Sektor Rentan Korupsi
Karena pajak merupakan lumbung pendapatan negara, sektor itu merupakan yang paling rentan terjadi korupsi. Jika pemerintah mampu merealisasikan penerimaan pajak pada 2011 mencapai Rp 872,6 triliun atau naik 26 persen dari tahun sebelumnya, dapat diartikan bahwa potensi pajak yang seharusnya menjadi penerimaan negara masih sangat besar. Tetapi, angka statistik penerimaan pajak menunjukkan gejala yang aneh.
Mengapa realisasi penerimaan pajak pada 2010 hanya berkisar Rp 648 triliun, atau mencapai target 98,12 persen? Di sisi yang lain, pemerintah selalu optimistis bahwa pertumbuhan ekonomi akan selalu berada di atas angka enam persen. Logikanya, dengan pertumbuhan ekonomi yang baik, transaksi keuangan meningkat dan akan berimplikasi kepada penerimaan pajak yang meningkat pula. Lantas, mengapa pula penerimaan pajak bisa tidak sesuai dengan target?
Pejabat di direktorat pajak dengan mudah menunjuk bahwa masalah tidak tercapainya realisasi pajak disebabkan masih banyaknya wajib pajak yang tidak taat membayar pajak. Pejabat pajak, tampaknya, lupa bahwa nakalnya petugas pajak turut memberikan kontribusi atas penerimaan sektor pajak yang fluktuatif. Perlu diingat bahwa dalam hubungan antara petugas pajak dan wajib pajak, tidak ada wilayah transparan yang dapat diketahui publik sehingga praktik kongkalikong antara petugas pajak dan wajib pajak tidak dapat diidentifikasi dengan mudah.
Sebagaimana tabiat suap pada umumnya, yang mengetahui adanya suap-menyuap antara satu pihak dan yang lain adalah lingkaran yang mengetahui langsung praktik itu.

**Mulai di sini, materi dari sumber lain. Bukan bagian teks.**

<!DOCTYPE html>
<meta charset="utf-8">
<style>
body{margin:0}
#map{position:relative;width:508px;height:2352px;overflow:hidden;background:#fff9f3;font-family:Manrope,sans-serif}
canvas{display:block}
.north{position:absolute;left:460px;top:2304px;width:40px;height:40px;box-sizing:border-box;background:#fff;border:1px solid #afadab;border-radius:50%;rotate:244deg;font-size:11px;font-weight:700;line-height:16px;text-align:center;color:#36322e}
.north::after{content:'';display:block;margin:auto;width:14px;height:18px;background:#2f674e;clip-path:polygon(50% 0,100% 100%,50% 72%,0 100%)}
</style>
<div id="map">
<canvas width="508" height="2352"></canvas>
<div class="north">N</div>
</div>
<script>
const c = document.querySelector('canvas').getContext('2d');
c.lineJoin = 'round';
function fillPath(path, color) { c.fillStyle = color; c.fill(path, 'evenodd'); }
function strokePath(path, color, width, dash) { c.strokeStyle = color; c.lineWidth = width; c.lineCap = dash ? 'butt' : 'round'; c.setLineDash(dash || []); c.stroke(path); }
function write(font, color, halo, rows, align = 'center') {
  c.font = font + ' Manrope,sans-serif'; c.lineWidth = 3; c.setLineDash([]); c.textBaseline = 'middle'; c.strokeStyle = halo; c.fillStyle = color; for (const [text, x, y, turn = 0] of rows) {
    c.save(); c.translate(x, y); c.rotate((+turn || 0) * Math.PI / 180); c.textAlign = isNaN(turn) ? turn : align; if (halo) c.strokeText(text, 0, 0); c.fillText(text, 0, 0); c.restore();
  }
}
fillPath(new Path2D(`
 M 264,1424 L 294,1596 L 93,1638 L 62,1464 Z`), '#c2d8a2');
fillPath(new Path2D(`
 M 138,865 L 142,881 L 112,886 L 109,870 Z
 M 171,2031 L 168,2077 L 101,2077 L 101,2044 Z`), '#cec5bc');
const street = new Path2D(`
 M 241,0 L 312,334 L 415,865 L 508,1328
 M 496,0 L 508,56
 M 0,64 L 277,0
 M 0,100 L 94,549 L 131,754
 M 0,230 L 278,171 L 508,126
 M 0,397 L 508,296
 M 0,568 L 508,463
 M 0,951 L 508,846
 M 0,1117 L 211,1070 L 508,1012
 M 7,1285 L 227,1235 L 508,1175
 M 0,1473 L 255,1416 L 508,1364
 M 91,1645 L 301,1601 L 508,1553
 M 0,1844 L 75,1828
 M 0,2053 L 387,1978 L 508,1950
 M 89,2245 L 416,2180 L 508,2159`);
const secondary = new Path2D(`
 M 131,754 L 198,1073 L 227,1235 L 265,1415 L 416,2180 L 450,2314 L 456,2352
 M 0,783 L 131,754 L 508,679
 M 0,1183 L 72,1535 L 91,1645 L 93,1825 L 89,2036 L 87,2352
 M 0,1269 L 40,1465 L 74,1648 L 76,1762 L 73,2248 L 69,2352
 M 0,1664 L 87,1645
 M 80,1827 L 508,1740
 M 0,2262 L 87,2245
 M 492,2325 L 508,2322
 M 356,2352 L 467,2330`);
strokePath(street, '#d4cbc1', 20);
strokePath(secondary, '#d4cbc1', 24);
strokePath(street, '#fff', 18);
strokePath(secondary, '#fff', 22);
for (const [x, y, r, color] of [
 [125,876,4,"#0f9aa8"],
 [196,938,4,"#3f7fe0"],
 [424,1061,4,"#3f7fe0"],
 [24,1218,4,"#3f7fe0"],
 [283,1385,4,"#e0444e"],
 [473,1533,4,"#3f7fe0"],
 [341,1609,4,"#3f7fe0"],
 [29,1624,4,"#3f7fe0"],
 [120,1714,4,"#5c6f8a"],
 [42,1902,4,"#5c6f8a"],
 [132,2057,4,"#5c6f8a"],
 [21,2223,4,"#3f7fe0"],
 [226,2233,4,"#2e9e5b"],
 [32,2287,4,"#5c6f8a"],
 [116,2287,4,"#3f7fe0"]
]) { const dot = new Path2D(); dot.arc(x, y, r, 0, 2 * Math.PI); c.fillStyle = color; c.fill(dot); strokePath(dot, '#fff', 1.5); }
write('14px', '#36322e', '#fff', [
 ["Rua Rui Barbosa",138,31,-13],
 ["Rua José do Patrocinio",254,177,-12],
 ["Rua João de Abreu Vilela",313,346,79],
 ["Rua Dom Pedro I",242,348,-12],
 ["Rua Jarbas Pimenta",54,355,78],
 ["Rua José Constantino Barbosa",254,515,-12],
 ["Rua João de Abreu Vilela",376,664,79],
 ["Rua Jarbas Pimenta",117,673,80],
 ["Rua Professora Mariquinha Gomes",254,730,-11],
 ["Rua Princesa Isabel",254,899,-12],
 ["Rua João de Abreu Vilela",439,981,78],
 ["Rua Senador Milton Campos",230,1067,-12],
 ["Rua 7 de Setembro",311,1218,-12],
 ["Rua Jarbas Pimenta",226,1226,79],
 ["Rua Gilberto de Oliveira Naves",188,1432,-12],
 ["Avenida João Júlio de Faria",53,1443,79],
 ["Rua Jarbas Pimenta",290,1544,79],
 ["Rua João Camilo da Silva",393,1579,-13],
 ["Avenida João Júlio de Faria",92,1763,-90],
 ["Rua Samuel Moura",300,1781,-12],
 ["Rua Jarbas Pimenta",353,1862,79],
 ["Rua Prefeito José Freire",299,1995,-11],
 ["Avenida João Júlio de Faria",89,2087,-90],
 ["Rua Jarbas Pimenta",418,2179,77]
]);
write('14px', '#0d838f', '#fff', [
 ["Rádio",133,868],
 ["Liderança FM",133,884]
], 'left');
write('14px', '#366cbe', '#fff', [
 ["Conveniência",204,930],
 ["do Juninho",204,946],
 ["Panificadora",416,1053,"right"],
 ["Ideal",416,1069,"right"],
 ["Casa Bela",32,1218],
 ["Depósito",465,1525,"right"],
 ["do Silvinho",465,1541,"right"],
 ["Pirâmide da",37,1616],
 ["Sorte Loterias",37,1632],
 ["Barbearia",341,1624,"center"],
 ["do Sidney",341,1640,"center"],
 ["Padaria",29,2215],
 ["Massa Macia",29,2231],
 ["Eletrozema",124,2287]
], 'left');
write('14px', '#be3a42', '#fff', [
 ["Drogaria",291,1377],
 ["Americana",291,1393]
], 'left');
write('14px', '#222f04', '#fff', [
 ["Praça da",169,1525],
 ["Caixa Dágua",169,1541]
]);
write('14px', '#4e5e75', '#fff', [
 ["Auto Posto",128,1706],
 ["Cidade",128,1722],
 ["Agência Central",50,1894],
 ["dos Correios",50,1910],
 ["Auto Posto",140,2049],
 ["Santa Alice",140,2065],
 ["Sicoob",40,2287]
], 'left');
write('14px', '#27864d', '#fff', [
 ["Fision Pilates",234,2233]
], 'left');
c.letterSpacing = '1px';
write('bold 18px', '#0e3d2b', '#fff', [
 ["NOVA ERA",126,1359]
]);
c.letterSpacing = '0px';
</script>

Oleh karena itu, dalam rezim antisuap, yang menjadi pemantik bagi terbongkarnya praktik atau skandal suap adalah para whistle-blower atau justice collaborator yang memiliki informasi faktual atas kejahatan itu. Dengan demikian, jika aparat penegak hukum ingin dapat membongkar skandal pajak secara mudah, memberikan perlindungan terhadap whistle-blower adalah langkah yang tidak bisa diabaikan.
Titik Paling Rawan
Sebagaimana dilansir oleh Menteri Keuangan Agus Martowardojo, titik rawan korupsi pajak adalah wilayah tempat pegawai pajak memiliki akses langsung terhadap wajib pajak. Bentuknya bisa bermacam-macam, sesuai dengan fungsi dan wewenang yang diatur dalam struktur di Direktorat Jenderal Pajak, termasuk di direktorat keberatan dan banding pajak. Pada direktorat itu, Gayus dan Dhana bekerja dan ditengarai mengeruk banyak uang dari para wajib pajak.
Direktorat lain yang sama rentannya adalah pada direktorat pemeriksaan dan penagihan, direktorat intelijen dan penyidikan, serta direktorat ekstensifikasi dan penilaian. Kesemua direktorat ini membuka akses yang besar bagi pegawai pajak untuk bertemu langsung dengan wajib pajak. Karena itulah, peluang terjadinya kongkalikong menjadi lebih besar.
Semua direktorat di atas memungkinkan petugas pajak melakukan ancaman, intimidasi, pemerasan, atau suap-menyuap agar pembayaran pajak tidak sebesar yang seharusnya dibayarkan kepada negara. Bahkan, untuk skandal pajak yang semestinya masuk ke ranah hukum, oknum petugas pajak dapat menjadikan itu sebatas persoalan administratif belaka.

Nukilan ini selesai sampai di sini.